As children and young people transition between key parts of their lives, towards independence, they require both stability and preparation. The current process for securing an educational placement when you have additional needs does not offer either. It offers uncertainty, delay, legal complexity and deceit.

My 16 year old autistic son is about to sit his GCSE exams. Unlike his peers in mainstream school he has absolutely no idea where he will go to continue his studies afterwards and I am powerless, as his parent, to source a placement for him independently. We are reliant entirely upon our local authority to find him a suitable placement that meets his academic and sensory needs – and the local authority is struggling to find, and fund, such a placement.
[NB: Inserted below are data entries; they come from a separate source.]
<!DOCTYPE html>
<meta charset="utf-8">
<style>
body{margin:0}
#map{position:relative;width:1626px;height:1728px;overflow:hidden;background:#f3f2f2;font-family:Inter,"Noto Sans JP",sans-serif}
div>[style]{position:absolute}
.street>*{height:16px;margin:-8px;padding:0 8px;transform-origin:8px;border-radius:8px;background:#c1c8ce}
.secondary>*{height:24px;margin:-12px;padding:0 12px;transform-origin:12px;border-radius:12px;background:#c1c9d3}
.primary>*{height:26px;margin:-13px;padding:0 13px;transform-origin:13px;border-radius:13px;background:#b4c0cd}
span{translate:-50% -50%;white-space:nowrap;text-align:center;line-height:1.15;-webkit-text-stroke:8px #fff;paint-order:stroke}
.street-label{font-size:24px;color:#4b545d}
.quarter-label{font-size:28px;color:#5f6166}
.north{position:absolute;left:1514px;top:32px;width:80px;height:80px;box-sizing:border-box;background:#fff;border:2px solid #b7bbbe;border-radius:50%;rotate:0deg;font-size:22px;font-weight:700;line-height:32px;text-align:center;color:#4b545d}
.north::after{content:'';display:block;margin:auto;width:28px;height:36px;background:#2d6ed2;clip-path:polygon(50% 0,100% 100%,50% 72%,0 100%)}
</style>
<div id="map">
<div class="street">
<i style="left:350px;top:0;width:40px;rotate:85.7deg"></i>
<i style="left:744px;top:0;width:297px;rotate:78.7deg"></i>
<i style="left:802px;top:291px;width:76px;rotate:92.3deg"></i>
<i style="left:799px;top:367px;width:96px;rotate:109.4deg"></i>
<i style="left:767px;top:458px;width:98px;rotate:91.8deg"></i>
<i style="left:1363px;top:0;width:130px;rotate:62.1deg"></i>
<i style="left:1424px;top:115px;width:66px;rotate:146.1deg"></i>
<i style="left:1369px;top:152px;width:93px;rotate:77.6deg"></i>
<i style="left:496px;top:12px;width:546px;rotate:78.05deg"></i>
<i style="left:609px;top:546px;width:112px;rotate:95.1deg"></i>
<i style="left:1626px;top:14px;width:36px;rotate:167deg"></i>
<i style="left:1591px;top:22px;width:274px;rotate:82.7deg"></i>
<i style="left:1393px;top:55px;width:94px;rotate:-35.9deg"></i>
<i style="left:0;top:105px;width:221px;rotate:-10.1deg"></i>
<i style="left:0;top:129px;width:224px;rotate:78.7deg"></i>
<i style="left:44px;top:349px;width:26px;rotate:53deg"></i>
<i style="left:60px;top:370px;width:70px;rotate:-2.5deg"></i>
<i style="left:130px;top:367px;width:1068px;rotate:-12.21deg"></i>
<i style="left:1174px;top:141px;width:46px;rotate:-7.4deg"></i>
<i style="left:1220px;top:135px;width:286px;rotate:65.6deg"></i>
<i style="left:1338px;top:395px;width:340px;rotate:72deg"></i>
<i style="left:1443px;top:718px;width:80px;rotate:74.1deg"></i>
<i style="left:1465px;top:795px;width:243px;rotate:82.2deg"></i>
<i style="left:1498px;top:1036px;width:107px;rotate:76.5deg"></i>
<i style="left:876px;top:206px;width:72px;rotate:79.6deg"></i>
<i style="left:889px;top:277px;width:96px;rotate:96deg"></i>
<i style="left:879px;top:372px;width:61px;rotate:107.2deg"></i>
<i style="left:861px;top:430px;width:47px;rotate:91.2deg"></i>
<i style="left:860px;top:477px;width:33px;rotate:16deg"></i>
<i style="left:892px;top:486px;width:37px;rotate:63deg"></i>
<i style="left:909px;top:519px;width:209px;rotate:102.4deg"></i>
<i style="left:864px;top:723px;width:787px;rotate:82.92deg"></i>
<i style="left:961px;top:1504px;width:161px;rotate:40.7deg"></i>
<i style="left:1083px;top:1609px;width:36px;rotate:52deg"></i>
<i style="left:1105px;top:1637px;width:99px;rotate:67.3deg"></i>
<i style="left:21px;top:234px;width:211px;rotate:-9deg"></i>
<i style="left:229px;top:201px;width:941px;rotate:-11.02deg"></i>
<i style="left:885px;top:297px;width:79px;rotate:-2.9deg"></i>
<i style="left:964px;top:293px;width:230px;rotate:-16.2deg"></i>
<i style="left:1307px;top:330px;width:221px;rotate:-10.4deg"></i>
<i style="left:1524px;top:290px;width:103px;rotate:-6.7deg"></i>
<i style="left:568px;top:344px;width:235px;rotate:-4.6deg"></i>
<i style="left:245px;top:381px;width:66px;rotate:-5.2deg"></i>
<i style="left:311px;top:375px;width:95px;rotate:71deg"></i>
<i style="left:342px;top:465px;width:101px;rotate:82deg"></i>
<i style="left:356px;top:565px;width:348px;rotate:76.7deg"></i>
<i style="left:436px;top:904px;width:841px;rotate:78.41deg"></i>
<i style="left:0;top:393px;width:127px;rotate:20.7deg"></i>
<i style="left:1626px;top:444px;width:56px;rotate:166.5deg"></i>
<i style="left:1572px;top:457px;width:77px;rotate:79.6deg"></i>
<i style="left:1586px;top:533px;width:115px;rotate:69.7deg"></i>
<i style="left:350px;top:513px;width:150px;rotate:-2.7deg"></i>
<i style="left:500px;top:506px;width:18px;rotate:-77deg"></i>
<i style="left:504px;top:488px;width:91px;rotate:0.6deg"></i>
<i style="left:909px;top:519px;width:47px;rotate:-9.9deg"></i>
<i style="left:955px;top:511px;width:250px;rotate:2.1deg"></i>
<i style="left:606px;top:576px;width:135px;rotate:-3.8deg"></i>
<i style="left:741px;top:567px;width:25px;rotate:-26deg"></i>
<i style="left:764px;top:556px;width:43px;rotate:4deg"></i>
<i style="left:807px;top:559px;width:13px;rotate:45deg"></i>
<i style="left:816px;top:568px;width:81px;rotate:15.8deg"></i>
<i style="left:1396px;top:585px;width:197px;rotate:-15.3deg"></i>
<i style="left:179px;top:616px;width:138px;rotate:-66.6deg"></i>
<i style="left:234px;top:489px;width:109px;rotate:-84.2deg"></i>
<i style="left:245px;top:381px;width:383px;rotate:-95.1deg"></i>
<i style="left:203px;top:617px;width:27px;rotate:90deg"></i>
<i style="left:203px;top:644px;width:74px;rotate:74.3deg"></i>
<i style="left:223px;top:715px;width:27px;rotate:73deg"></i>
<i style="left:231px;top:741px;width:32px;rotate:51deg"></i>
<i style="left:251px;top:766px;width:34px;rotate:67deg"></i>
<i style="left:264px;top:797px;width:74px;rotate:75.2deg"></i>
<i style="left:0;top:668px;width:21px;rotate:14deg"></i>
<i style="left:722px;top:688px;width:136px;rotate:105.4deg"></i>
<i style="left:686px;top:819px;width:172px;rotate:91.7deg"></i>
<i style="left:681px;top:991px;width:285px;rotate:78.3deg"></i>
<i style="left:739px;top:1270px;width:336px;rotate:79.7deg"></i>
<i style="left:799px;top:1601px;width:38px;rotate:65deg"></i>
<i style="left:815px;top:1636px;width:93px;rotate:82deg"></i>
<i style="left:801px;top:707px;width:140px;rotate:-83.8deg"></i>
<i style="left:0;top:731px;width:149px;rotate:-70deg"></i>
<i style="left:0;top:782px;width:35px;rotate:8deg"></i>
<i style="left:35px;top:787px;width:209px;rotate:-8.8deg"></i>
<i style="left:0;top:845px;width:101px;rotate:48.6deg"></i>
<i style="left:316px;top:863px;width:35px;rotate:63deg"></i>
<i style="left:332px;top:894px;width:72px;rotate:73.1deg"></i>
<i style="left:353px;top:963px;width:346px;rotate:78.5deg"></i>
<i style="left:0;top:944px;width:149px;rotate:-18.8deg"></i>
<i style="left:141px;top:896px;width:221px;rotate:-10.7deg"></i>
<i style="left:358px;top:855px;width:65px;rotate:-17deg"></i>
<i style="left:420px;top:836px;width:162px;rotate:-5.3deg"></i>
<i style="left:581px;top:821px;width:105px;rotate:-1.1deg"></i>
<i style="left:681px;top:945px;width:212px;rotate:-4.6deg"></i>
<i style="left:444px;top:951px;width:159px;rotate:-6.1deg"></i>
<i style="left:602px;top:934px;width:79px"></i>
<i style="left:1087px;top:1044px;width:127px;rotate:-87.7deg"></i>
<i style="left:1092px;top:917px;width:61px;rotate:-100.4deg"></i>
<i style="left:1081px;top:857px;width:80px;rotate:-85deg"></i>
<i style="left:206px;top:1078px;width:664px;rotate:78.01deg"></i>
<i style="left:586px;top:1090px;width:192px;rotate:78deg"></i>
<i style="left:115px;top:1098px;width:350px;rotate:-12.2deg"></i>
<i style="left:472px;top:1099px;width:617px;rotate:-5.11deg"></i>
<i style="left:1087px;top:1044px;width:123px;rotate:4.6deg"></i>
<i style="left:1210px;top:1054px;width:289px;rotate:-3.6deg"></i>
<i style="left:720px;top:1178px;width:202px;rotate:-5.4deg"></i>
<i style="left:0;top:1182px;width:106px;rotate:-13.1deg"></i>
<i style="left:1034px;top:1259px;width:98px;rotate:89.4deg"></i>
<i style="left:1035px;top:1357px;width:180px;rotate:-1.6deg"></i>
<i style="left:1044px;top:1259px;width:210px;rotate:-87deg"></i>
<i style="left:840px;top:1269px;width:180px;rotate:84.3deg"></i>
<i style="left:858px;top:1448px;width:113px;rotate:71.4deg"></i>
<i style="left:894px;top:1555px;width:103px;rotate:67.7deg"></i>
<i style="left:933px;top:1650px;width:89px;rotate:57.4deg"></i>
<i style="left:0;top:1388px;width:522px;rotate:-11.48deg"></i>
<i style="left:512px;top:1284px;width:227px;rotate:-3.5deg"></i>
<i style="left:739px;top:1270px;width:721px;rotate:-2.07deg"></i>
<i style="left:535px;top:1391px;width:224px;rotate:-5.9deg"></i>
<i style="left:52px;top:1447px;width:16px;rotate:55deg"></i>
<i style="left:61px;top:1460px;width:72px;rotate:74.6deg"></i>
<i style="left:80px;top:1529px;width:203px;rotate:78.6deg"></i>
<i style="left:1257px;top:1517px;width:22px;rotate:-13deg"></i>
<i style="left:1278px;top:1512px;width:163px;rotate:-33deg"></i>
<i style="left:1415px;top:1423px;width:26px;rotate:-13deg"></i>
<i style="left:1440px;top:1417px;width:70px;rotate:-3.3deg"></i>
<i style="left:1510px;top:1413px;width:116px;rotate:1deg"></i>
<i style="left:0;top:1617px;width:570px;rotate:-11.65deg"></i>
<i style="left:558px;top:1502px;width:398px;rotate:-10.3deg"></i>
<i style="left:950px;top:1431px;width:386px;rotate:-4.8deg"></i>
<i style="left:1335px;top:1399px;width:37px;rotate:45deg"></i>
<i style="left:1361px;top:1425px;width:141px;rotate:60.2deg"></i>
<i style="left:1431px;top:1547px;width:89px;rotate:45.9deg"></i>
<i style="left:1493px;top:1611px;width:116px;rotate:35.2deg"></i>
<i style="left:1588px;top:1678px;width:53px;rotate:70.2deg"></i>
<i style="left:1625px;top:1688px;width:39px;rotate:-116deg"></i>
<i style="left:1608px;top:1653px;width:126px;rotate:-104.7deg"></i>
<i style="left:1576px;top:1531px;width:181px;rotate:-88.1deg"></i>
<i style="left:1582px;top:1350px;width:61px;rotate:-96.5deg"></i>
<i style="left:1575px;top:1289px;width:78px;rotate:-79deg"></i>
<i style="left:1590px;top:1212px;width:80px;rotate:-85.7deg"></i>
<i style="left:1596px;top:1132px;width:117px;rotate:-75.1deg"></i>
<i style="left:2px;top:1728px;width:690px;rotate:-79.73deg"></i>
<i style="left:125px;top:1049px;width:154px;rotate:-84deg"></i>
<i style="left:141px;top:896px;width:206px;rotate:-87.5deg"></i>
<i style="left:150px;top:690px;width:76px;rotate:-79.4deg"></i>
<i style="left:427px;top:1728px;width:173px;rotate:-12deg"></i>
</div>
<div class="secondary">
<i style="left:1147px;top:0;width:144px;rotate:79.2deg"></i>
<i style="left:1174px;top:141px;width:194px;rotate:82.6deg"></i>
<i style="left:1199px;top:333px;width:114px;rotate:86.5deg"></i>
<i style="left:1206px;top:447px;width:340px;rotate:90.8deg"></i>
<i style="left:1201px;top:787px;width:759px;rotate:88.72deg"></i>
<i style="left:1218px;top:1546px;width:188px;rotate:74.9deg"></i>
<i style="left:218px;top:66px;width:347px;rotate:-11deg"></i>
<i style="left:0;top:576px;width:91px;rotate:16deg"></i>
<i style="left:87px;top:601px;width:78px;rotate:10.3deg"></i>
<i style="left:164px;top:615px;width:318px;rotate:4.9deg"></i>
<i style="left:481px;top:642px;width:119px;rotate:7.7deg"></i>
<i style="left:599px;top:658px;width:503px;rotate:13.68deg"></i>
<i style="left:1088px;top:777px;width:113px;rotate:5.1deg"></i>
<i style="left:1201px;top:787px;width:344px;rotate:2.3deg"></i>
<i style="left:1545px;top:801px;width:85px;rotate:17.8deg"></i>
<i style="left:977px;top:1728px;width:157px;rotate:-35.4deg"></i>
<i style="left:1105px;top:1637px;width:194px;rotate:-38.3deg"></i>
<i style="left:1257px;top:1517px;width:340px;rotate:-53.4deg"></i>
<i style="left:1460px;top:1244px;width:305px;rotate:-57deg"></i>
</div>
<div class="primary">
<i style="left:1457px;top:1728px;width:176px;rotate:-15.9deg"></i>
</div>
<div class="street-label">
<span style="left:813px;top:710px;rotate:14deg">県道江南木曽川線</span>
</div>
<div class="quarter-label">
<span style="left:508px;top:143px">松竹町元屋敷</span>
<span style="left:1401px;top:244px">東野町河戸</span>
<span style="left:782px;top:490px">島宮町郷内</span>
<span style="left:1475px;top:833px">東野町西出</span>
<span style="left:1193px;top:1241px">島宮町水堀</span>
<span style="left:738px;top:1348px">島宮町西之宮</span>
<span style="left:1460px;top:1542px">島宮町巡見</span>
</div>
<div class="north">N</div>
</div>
Like many autistic people, my son experiences debilitating anxiety which is predominantly triggered by “the unknown”. So at a time when my son should be focusing entirely upon his revision, he is beset by worry about his future and how he will be able (or not) to pursue his academic goals.

My son’s Education and Health Care Plan (EHCP) should have named his post 16 placement by the 31st March. It hasn’t. I regularly ring and email our local authority and I regularly seek legal advice – none of which matters as the local authority is virtually unaccountable. They can ignore my communications and if I complain I am branded as a “difficult parent”. They can delay issuing his final plan and frustrate my parental rights to appeal at tribunal. All of which keeps money in their pot for longer at the expense of my son’s mental health.

Uncertainty and the unknown are excruciating for autistic people. The current SEND national crisis exacerbates this. The system is abelist by design.